The most hotly debated aspect of the budget was money for education. As background, the predominantly Democrat General Assembly of 2009 couldn’t – or, more accurately, wouldn’t – balance the budget without new taxes; they took the path of least resistance and increased the state's sales tax rate by 1% until July, 2011.
July, 2011 is now two weeks away. The economy still stinks, of course, and tax revenues have not improved. Democrats wanted to extend most of the 1% bump for at least another year and allocate the additional revenue it would generate to education. Republicans were opposed, so that the 1% would expire as planned and the requisite cuts in spending would ensue.

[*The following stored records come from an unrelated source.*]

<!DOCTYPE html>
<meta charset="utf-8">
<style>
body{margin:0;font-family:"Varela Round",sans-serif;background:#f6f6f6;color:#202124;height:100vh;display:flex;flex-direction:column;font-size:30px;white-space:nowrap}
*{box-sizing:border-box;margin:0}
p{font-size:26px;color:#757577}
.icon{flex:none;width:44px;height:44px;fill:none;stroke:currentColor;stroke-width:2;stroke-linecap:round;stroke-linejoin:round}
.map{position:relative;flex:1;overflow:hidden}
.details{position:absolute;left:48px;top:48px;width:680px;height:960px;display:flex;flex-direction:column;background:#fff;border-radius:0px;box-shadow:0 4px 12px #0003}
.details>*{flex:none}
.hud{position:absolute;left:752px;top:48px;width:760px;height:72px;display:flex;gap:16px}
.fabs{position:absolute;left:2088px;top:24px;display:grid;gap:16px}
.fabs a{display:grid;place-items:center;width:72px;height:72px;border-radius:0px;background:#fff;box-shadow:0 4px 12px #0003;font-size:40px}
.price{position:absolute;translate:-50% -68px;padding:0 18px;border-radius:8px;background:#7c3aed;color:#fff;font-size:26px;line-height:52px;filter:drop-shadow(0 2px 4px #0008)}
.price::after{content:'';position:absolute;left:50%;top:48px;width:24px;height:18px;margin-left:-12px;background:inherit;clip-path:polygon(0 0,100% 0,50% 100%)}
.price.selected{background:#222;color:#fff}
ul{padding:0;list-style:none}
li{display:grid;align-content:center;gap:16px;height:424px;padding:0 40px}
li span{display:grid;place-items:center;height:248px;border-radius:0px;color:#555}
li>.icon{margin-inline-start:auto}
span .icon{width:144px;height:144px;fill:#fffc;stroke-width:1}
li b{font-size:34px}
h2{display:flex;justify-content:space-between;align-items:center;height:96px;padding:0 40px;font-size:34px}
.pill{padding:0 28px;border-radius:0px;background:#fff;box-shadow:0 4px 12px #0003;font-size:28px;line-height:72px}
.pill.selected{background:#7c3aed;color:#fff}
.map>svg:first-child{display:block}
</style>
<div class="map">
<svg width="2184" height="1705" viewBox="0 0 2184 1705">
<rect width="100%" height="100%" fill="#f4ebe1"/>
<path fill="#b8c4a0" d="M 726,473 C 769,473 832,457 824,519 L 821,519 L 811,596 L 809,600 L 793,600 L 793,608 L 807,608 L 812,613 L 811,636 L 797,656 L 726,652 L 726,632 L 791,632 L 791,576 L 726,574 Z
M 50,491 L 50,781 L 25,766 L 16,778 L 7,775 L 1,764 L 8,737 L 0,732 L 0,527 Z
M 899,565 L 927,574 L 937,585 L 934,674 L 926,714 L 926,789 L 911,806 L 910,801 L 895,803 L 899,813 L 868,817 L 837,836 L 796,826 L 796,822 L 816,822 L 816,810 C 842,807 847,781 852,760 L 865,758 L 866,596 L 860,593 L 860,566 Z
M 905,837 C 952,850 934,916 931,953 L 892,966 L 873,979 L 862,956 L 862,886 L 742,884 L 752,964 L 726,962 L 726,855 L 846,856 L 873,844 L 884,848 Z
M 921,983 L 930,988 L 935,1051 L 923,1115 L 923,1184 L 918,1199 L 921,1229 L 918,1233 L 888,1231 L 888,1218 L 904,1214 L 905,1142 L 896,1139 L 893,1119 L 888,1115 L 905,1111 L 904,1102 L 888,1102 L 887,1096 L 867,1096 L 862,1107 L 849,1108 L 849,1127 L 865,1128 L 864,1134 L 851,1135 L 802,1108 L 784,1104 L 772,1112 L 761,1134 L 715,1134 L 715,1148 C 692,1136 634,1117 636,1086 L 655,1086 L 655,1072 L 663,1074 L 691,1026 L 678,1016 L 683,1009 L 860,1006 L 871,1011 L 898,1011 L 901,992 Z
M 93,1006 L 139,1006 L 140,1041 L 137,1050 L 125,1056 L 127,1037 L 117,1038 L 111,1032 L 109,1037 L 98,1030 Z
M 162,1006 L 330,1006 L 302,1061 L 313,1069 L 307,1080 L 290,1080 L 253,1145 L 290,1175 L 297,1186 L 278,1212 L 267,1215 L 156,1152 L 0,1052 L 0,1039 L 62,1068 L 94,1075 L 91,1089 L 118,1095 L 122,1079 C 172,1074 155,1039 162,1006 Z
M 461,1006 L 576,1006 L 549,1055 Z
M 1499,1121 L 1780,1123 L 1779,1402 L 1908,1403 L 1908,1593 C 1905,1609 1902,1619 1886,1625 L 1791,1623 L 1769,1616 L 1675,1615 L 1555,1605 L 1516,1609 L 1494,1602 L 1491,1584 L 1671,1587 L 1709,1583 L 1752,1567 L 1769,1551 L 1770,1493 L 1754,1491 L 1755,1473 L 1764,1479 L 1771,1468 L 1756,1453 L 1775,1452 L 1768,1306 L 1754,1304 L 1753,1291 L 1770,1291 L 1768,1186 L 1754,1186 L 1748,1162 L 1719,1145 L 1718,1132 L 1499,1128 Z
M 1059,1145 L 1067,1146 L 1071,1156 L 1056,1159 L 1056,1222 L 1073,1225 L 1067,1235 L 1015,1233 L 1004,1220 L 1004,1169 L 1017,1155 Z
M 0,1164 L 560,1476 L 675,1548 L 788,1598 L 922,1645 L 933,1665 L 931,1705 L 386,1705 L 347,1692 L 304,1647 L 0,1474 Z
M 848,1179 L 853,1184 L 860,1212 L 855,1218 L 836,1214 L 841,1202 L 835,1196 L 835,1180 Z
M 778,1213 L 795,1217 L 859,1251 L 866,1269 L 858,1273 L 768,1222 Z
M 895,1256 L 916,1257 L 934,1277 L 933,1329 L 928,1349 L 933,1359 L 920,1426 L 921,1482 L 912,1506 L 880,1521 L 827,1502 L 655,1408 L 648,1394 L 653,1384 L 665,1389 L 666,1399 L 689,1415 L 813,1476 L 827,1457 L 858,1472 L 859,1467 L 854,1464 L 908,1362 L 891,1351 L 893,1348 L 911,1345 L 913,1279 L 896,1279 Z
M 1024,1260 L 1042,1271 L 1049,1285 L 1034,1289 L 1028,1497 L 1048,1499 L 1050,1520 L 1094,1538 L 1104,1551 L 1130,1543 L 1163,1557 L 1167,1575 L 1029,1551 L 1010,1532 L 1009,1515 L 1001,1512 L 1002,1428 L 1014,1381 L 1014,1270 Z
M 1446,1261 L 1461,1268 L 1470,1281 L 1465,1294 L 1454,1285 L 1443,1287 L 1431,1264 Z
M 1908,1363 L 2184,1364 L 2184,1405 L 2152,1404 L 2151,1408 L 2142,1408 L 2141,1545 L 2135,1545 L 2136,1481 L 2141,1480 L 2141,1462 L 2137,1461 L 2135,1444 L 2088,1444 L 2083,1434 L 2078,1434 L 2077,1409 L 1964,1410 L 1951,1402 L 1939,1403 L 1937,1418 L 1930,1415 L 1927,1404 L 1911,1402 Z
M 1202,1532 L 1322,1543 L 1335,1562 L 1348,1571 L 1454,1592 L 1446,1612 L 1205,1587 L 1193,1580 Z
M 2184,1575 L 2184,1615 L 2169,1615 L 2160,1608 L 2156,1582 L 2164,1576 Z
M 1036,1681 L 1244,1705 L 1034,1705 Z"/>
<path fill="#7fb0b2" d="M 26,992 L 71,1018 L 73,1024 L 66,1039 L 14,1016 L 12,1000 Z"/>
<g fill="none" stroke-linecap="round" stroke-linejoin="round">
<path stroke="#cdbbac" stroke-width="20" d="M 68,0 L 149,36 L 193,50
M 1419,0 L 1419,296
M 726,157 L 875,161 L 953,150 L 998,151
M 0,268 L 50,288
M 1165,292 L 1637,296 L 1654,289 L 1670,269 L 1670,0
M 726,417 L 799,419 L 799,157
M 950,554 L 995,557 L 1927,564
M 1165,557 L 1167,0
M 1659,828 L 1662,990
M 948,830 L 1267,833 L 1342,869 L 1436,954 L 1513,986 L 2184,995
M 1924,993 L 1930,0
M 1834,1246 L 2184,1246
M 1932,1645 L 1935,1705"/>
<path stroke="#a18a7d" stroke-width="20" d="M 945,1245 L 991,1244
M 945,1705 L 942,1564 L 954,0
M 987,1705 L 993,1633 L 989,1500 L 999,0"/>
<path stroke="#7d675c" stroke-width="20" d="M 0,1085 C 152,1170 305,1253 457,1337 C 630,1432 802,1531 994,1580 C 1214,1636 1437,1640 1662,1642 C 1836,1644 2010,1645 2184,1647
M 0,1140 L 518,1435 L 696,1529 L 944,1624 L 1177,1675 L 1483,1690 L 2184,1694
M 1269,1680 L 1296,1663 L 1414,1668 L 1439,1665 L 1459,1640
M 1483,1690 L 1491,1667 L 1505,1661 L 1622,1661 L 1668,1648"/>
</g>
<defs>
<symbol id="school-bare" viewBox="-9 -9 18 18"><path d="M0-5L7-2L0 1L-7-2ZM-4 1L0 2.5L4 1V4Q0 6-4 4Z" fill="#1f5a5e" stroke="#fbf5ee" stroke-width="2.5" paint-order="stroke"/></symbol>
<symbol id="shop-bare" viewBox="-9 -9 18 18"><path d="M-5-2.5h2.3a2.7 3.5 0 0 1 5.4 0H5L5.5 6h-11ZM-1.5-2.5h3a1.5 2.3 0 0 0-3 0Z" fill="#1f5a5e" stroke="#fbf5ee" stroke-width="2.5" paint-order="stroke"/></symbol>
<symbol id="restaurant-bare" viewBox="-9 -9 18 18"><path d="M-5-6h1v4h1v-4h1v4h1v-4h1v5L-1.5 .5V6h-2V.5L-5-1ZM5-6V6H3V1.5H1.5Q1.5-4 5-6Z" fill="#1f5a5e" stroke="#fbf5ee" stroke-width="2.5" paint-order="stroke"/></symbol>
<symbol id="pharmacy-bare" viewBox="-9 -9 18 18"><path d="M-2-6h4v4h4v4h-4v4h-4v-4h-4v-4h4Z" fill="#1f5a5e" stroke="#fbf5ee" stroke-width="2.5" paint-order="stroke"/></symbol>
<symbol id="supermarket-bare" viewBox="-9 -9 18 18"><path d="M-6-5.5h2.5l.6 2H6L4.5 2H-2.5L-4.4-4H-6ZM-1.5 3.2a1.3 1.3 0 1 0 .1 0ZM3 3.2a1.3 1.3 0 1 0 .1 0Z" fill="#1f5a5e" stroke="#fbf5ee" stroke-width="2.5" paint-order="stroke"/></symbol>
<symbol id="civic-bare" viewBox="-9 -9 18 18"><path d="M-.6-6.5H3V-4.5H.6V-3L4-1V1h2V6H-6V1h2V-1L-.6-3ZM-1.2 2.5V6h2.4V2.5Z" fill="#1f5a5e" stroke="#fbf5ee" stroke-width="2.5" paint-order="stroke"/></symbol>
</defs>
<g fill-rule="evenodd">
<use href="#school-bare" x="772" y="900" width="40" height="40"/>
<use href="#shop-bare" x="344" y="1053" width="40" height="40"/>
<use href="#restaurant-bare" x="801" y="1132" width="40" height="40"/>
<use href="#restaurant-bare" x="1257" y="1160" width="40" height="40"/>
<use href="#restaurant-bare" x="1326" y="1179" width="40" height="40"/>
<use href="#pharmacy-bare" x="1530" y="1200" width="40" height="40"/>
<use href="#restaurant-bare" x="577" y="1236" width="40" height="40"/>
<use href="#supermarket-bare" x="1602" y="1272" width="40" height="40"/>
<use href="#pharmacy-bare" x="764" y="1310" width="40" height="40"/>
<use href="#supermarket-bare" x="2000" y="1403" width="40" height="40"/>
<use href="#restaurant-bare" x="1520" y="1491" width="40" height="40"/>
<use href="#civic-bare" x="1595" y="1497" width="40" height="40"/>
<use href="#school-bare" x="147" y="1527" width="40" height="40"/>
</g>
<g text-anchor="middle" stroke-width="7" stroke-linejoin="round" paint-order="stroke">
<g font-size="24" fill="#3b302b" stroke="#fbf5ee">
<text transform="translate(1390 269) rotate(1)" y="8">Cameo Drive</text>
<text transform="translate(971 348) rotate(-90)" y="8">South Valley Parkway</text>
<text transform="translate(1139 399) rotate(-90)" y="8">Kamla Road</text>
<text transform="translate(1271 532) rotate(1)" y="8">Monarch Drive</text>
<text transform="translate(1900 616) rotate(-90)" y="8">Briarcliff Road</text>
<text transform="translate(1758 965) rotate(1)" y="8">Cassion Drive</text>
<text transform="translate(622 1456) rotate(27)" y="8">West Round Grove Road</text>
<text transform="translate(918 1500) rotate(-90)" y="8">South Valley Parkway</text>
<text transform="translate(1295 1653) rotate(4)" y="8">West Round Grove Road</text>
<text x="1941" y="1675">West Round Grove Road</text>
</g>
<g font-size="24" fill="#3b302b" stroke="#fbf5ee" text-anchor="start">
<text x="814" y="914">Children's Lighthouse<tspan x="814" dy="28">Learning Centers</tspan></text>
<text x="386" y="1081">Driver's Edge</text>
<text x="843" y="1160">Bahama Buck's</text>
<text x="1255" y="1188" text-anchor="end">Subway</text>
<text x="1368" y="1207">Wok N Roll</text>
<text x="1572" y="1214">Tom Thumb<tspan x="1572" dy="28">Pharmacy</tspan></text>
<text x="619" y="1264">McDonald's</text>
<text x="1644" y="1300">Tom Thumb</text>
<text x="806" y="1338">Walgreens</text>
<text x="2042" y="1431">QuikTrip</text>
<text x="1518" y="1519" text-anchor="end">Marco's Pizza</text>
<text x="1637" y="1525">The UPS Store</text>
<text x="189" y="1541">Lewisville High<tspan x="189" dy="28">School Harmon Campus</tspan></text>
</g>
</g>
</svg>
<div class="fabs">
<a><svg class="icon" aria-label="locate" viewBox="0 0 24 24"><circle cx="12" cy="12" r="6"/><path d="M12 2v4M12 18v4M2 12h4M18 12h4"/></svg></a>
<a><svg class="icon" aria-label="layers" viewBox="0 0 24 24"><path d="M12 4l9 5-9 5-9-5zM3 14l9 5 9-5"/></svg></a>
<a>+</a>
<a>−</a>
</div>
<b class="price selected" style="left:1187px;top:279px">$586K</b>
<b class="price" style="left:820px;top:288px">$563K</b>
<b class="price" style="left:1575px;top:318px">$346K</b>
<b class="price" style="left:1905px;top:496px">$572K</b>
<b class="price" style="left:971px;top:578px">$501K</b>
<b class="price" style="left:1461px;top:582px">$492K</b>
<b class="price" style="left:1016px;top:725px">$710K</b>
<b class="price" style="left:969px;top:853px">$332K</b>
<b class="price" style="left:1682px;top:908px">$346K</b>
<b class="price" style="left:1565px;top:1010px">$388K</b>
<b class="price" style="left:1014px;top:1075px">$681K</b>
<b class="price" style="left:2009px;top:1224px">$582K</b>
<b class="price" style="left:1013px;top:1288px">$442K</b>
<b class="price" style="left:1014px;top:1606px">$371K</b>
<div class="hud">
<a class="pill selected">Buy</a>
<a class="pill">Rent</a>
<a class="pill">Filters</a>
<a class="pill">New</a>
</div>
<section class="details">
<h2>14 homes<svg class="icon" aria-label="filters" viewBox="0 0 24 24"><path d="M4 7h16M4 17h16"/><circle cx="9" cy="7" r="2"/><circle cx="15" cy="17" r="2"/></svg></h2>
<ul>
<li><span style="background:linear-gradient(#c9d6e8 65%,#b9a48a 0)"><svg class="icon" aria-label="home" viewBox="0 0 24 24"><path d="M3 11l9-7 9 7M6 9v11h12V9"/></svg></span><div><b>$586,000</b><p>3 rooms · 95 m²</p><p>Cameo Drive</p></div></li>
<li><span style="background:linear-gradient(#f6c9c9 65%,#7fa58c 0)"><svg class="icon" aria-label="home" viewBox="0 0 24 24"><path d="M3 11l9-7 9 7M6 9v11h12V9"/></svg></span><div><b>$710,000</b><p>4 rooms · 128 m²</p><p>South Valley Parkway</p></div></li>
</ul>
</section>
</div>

Without joining the debate over how much money should be spent on education – a topic for another day – I call attention to the unfortunate inconsistency of my own party's position. Democrats are supposed to be responsive to the plight of the poor. I mean, the “dirt poor" who live all over North Carolina. But a higher sales tax, as supported by Democrats in 2009 and again in 2011, is regressive and inflicts more economic pain on the poor than on the wealthy.
Simply put, Democrats are willing to shaft the poor in order to protect teacher jobs – even though the poor voted overwhelmingly to send Democrats to both Raleigh and Washington in 2008.
Look for low voter turnout among the poor in 2012. Besides that, the prioritization that Democrats now espouse disturbs me deeply on principle. I've heard no other Democrat here object, but it has become an issue in California where a Democrat governor has advocated likewise.